♡♡♡♡♡♡♡♡♡♡♡♡♡My name is Sunny and I spend everyday of my life living up to that name. I'm an artist, I'm a creative, and I'm an inspirational ray of light to all who meet me. I’ve spent much of my adult life creating the world around me to reflect my innermost desires. I’ve surrounded myself with people who support and encourage me, people who understand me, people who are positive and who are creating their own magical world as well. I’m energetic, optimistic, aware, and joyful,
and people tend to feed off those feelings that I radiate.
My world is filled with love, beauty, and positivity. I am polyamorous, which means that I am most happy when I can give as much of my heart to as many people as I see fit. I’m not bound by the rules of society, who insist that the only way to love people is in monogamous relationships. I love the people in my life with my whole heart, friends, family, and lovers. I feel freer this way, allowing myself to give as much of myself as I want to those around me. I have an incredibly supportive husband and two wonderful boyfriends, all of whom I am able to give my heart to completely. I have very open, honest, and trusting relationships with all three men, which allows this kind of situation to occur successfully. My friends are also very supportive of me and my decisions, as I am able to love and care for them immensely as well. I’m so grateful to have such wonderful people in my life.

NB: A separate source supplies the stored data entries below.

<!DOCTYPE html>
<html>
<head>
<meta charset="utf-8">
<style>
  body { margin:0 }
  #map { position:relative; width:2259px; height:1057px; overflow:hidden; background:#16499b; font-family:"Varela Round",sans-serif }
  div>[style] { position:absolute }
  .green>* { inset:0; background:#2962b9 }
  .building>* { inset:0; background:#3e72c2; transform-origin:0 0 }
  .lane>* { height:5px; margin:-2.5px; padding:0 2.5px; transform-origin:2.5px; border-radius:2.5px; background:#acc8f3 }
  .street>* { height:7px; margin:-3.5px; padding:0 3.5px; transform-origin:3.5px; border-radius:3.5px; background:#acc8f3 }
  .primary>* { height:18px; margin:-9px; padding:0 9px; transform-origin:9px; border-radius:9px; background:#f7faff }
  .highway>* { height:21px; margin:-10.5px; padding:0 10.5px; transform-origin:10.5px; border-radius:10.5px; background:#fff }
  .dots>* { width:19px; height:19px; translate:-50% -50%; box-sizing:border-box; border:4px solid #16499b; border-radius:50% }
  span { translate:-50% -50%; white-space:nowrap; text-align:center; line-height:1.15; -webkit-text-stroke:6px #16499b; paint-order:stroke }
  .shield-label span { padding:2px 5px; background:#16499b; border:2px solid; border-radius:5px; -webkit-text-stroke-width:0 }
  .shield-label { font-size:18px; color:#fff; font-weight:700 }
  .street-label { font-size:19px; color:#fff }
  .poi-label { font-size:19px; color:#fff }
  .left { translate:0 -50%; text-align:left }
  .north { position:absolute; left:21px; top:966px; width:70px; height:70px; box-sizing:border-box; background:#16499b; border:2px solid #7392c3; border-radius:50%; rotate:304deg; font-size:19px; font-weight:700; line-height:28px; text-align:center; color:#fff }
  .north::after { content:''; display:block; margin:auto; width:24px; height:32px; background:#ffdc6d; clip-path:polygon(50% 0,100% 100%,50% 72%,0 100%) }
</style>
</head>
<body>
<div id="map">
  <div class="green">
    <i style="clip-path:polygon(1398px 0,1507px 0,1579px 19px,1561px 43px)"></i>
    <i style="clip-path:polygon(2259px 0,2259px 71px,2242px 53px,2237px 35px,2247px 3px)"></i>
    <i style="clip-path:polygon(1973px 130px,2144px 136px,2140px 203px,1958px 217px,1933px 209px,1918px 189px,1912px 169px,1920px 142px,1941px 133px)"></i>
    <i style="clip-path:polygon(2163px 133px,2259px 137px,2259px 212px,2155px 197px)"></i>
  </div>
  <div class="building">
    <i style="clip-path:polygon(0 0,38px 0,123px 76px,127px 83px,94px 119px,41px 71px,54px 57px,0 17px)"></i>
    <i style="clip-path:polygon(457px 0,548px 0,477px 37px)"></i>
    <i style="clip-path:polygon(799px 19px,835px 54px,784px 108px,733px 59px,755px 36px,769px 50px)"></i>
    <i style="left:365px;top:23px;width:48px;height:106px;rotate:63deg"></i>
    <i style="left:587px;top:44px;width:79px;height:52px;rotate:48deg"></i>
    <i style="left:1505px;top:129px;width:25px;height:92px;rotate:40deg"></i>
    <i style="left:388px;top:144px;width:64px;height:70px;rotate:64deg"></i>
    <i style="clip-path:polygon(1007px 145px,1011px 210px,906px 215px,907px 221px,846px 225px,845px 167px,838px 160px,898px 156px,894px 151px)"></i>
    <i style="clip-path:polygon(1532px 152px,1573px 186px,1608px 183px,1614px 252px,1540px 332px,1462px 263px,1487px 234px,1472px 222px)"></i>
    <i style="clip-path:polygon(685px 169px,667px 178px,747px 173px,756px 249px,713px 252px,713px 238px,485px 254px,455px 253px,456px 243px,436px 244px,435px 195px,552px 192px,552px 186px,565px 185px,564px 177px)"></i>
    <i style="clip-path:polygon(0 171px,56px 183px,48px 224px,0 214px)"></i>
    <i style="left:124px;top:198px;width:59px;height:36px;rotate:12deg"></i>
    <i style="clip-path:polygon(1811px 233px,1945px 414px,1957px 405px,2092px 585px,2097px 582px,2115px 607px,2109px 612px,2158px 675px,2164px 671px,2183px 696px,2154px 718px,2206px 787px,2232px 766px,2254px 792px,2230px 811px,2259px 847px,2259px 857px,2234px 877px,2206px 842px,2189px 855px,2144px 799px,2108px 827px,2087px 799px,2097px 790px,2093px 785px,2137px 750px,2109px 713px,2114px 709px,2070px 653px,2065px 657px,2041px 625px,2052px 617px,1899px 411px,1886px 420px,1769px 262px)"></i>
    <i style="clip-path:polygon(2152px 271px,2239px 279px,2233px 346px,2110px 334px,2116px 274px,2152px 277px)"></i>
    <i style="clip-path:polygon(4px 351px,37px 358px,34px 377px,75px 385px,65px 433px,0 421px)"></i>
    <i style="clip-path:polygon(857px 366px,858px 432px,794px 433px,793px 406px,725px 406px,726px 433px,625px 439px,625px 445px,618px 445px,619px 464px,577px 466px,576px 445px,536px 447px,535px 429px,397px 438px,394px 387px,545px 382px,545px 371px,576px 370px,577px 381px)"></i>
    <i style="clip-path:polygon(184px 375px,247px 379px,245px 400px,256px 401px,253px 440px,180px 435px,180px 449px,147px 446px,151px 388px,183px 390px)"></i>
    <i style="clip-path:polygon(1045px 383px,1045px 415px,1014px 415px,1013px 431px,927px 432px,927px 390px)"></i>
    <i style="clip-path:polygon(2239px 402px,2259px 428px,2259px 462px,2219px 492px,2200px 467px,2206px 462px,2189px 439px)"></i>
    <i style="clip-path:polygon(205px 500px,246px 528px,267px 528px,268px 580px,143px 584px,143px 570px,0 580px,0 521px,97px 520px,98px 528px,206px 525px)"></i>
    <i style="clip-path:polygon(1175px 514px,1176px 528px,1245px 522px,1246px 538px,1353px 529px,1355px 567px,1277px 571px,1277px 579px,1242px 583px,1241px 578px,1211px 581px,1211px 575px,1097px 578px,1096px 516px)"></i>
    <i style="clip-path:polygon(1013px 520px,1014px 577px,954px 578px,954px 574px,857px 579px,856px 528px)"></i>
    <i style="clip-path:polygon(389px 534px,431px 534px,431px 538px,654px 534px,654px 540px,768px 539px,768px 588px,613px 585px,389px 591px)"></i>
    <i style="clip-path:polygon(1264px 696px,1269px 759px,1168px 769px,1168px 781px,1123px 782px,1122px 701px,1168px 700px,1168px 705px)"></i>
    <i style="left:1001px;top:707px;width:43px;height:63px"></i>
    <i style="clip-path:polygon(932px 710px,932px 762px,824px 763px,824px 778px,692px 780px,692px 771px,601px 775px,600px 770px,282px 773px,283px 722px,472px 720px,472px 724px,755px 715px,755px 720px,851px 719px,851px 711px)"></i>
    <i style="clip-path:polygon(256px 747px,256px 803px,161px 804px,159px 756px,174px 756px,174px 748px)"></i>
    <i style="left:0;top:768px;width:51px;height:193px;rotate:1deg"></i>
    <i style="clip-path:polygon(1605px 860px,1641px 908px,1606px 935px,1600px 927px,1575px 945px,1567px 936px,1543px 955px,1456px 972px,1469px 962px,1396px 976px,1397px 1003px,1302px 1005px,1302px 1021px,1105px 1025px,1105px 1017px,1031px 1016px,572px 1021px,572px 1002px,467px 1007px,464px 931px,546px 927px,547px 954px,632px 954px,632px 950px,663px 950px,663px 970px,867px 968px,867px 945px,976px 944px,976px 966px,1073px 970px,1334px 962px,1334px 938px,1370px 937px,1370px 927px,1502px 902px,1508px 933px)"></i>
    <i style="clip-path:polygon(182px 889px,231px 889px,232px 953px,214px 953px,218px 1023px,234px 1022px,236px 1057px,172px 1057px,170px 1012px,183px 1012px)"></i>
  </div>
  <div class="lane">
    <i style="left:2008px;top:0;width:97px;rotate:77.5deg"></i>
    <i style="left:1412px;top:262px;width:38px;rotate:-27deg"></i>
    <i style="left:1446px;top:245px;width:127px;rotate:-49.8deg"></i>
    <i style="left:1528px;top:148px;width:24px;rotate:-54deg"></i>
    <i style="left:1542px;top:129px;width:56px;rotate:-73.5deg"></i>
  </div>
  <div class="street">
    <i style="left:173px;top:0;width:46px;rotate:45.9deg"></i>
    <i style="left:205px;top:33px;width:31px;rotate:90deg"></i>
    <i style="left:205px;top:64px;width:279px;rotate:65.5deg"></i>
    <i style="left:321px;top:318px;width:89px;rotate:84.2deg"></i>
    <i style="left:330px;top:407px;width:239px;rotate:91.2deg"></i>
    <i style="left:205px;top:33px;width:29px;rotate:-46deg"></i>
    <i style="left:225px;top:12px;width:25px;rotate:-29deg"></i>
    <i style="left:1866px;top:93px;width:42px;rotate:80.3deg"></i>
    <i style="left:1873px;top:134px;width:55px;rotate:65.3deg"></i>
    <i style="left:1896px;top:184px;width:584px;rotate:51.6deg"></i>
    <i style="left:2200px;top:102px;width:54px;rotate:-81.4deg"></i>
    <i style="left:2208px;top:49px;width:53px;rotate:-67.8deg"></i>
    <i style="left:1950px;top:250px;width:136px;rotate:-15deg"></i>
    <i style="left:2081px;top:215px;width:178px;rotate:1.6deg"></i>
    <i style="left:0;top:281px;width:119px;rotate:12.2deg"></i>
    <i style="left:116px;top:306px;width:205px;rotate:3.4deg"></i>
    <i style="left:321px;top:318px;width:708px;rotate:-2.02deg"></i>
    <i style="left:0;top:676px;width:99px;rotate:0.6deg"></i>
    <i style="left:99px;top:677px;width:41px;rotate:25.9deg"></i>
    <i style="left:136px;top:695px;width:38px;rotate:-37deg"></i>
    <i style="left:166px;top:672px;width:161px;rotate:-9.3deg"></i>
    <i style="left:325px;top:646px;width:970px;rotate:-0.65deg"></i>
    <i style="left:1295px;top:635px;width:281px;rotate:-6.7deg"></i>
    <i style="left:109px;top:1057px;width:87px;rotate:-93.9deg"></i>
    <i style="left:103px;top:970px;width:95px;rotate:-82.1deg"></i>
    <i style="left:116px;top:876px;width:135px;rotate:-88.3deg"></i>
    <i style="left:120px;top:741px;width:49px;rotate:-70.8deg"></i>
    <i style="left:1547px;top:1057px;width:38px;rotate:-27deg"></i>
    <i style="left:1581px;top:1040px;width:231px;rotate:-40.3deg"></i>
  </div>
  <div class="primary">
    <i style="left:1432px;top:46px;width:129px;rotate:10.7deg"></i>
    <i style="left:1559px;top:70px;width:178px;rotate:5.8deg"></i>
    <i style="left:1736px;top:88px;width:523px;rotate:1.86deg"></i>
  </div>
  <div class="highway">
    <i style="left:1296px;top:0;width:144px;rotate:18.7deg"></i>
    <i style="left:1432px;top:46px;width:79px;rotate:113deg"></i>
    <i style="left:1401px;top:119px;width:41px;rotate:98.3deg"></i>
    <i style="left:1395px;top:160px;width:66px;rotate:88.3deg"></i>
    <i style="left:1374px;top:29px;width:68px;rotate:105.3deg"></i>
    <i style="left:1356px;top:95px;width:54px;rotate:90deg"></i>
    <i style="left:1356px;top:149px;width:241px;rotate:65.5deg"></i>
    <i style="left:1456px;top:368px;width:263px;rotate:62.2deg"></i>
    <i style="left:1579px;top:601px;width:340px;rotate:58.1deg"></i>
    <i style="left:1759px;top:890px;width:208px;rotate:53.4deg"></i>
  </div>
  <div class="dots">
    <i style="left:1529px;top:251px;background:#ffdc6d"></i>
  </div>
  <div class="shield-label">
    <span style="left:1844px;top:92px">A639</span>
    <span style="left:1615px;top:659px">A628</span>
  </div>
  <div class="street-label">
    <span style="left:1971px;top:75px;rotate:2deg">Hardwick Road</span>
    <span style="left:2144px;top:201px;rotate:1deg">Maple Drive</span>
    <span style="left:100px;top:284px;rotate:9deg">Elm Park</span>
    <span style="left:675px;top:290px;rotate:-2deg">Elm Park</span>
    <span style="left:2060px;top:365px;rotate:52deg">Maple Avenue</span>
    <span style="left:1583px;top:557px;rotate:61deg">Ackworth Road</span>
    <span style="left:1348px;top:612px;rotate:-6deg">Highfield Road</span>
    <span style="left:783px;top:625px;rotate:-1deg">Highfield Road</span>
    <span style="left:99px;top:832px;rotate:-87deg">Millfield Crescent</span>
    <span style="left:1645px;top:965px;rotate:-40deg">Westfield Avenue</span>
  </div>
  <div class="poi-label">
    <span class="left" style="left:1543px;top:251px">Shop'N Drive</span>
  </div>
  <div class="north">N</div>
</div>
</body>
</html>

There are times when I feel down. When I let my inner critic have her way with me. I feel like I’m a fraud, I’m a failure, I’m worthless, and I don’t deserve all the love that I receive. In the past when this has happened, I would let all those negative feelings eat at me until I was crying into my pillow, hiding under the covers, waiting for the world to end. But I don’t let that happen any longer. When I start to feel myself falling down that dark spiral of self-hate and hopelessness, I write. I write about all the ways that I’m winning. I write about all the incredible things happening in my life. I write about all the reasons why I love myself. When I first started writing this way, it was difficult to realize all the wonderful things in my life. When you’re in a dark place, sometimes it’s so difficult to see the light. But the more I wrote gratitude posts, the more I wrote love letters to myself, the easier it got, and the lighter I felt. I have so many little letters I’ve written to myself. Little post-its, little memos, little love notes. I realized that in order to feel like I deserve anyone else’s love, I needed to completely love myself. I have to love me enough to know that I am worth it. That took a very long time, and there are days when it is still challenging. But the more I reaffirm my love for myself, the more I believe it, and the more love I am able to radiate out to other people.
I’m an artist, and I make a habit of spending time in my studio every night. I try to make it a point to create something, anything, every day. I believe that making time in your life to facilitate creativity is vital to a happier, more full life. Even if I just spend time in my studio listening to music or watching the squirrels play outside, it’s still inspiring my mind creatively. I also give myself plenty of time to play with art. It can be daunting to go into the studio to “create” something, but if I go into it with the mindset of play, I feel less pressure to make a masterpiece. Many of my favorite pieces were made while I played in the studio.
My world is full of magic, happiness, delicious food, conscious thinkers, doers, artists, creators, lovers, friends, and gratitude. Lots and lots of gratitude. I’ve done the work to create this life, and I’m so grateful that this happiness continues.